- [Task prompt]: The answer must be every line of the records below that holds the word "edge".

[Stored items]
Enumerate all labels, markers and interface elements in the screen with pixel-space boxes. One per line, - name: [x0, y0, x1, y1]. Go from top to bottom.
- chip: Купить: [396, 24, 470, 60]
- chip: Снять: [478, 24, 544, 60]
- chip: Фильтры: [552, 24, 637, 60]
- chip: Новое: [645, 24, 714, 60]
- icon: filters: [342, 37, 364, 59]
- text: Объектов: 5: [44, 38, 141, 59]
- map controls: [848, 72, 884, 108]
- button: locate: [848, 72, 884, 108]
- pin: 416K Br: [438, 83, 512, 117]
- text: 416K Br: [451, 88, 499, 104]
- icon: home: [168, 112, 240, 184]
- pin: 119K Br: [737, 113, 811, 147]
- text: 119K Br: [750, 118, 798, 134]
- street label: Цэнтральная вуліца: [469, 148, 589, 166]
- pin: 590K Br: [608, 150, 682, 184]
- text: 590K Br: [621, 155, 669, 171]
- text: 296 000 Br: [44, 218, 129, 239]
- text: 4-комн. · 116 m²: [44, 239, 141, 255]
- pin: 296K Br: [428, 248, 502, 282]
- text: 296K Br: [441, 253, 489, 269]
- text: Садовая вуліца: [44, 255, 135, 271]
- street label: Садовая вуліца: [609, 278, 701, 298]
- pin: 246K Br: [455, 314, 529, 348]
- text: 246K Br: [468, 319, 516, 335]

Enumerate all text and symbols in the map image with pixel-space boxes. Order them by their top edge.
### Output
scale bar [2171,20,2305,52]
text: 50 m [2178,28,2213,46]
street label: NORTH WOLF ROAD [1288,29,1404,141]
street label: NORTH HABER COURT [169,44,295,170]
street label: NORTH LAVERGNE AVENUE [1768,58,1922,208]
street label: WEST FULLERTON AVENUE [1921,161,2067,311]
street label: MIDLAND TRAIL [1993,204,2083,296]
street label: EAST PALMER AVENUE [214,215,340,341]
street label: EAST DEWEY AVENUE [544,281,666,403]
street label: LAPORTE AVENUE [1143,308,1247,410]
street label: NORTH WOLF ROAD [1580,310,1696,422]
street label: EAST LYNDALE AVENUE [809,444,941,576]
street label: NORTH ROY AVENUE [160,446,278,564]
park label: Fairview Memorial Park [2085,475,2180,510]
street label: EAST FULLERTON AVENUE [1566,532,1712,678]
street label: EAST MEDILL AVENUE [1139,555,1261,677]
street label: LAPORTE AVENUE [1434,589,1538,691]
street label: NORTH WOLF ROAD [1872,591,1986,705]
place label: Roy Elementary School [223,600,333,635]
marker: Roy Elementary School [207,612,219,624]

--

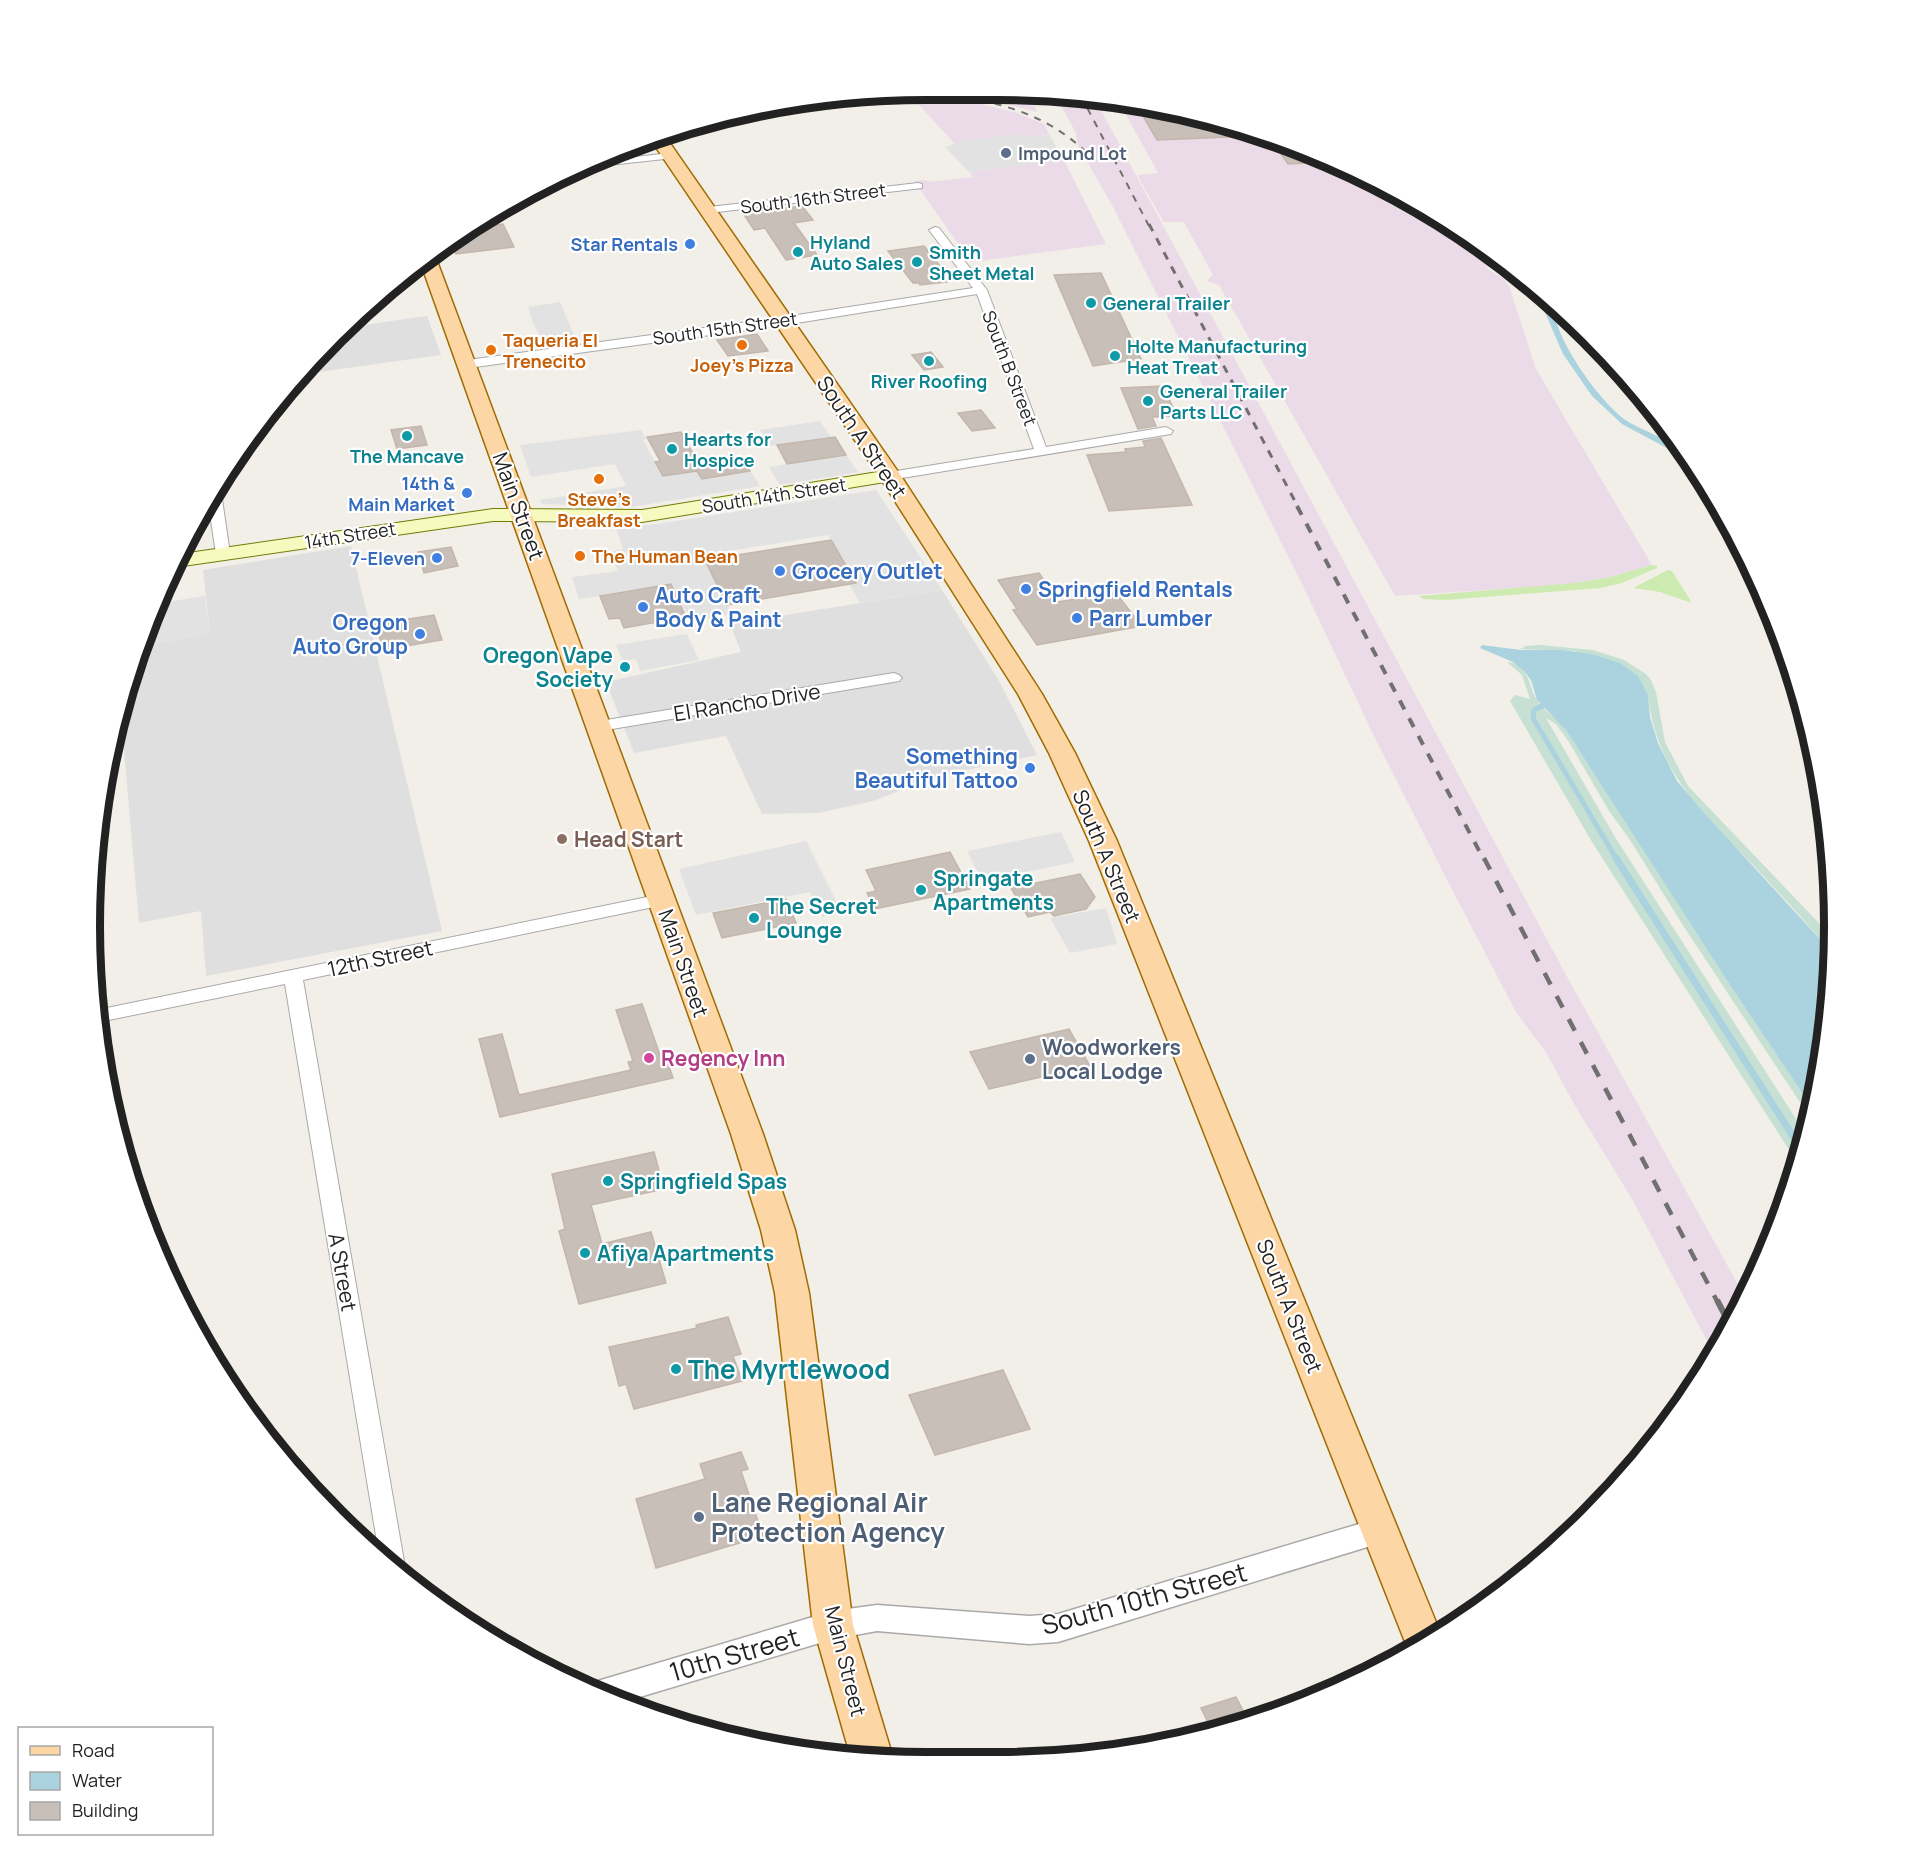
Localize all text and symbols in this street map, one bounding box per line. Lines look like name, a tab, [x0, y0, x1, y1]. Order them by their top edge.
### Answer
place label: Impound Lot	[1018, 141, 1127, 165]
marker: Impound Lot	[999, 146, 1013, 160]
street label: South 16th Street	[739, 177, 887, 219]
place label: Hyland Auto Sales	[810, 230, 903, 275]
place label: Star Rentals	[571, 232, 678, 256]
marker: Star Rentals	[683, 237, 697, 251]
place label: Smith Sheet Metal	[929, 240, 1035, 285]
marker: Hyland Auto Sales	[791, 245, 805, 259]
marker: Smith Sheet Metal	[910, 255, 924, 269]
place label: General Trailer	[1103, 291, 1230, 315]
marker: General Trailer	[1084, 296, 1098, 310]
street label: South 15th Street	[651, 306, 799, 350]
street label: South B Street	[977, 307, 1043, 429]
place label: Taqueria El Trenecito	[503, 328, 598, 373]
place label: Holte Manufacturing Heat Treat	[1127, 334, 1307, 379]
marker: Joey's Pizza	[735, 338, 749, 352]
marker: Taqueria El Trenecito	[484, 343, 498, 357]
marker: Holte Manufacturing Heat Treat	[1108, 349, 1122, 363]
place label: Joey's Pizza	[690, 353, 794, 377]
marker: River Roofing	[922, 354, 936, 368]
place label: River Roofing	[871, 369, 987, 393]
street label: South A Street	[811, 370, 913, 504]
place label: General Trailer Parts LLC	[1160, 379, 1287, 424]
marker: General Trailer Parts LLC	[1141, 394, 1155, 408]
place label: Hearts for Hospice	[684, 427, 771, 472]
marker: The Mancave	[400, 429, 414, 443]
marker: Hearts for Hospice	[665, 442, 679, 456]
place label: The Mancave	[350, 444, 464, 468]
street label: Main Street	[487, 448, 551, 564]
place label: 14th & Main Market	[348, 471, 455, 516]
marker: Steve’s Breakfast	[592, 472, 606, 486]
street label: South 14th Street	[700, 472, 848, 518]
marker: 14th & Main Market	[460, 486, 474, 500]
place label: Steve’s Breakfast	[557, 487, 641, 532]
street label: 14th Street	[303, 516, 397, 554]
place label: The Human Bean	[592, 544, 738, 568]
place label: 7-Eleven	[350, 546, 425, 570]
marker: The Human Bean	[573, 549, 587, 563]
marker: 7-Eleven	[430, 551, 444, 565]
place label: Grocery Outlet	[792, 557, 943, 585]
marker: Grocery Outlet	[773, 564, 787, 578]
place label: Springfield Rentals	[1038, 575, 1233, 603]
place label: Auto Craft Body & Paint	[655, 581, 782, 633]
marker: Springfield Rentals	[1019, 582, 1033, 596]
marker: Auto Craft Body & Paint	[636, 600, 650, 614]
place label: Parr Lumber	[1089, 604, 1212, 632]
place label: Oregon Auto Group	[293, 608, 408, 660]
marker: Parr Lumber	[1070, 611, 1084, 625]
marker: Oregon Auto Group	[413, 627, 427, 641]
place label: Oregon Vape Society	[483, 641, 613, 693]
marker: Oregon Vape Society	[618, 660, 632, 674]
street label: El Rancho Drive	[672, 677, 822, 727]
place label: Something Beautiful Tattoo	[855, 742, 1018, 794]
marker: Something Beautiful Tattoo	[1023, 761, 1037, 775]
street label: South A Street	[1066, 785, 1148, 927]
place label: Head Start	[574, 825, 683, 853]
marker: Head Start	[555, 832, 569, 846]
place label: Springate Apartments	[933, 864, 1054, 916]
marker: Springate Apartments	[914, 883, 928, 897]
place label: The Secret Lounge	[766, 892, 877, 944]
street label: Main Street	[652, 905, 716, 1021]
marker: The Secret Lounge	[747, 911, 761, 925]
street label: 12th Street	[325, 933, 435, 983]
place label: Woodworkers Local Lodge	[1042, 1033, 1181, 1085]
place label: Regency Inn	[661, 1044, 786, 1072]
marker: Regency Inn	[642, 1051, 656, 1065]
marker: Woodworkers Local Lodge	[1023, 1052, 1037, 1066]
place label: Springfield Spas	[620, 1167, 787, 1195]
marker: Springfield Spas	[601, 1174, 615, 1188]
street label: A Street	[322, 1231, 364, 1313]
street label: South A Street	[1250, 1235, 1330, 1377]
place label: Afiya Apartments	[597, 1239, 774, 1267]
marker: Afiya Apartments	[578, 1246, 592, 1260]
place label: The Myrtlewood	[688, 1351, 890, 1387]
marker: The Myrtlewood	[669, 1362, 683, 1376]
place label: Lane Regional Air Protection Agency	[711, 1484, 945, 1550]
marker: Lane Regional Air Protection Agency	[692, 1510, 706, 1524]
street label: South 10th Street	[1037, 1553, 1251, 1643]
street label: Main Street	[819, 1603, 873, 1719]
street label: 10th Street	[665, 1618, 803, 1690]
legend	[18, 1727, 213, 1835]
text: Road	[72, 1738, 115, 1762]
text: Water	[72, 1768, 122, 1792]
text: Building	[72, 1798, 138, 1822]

...

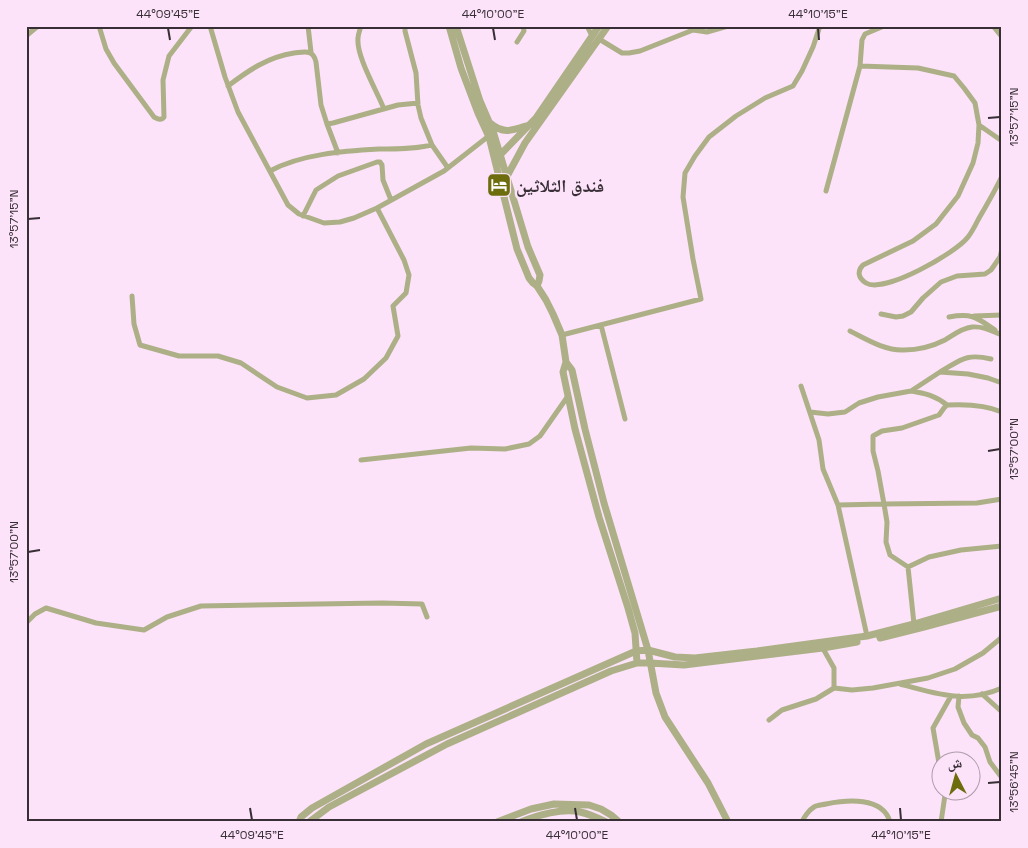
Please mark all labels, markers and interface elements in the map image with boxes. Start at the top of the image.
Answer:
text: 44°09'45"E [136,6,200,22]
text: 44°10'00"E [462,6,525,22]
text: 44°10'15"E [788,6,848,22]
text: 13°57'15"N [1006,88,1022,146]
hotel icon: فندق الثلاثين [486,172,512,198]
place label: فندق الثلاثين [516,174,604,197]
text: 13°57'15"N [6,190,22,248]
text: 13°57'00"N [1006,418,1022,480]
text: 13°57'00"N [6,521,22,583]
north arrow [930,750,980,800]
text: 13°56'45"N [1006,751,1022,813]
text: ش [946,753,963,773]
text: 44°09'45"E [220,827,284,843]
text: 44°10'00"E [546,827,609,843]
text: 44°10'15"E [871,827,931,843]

- [Result]:
Enumerate all text and symbols in the map image with pixel-space boxes. Order them by their top edge.
Localize all text and symbols in this street map, one bounding box per line. Lines look like name, a tab, [x0, y0, x1, y1]. Order them by their top edge.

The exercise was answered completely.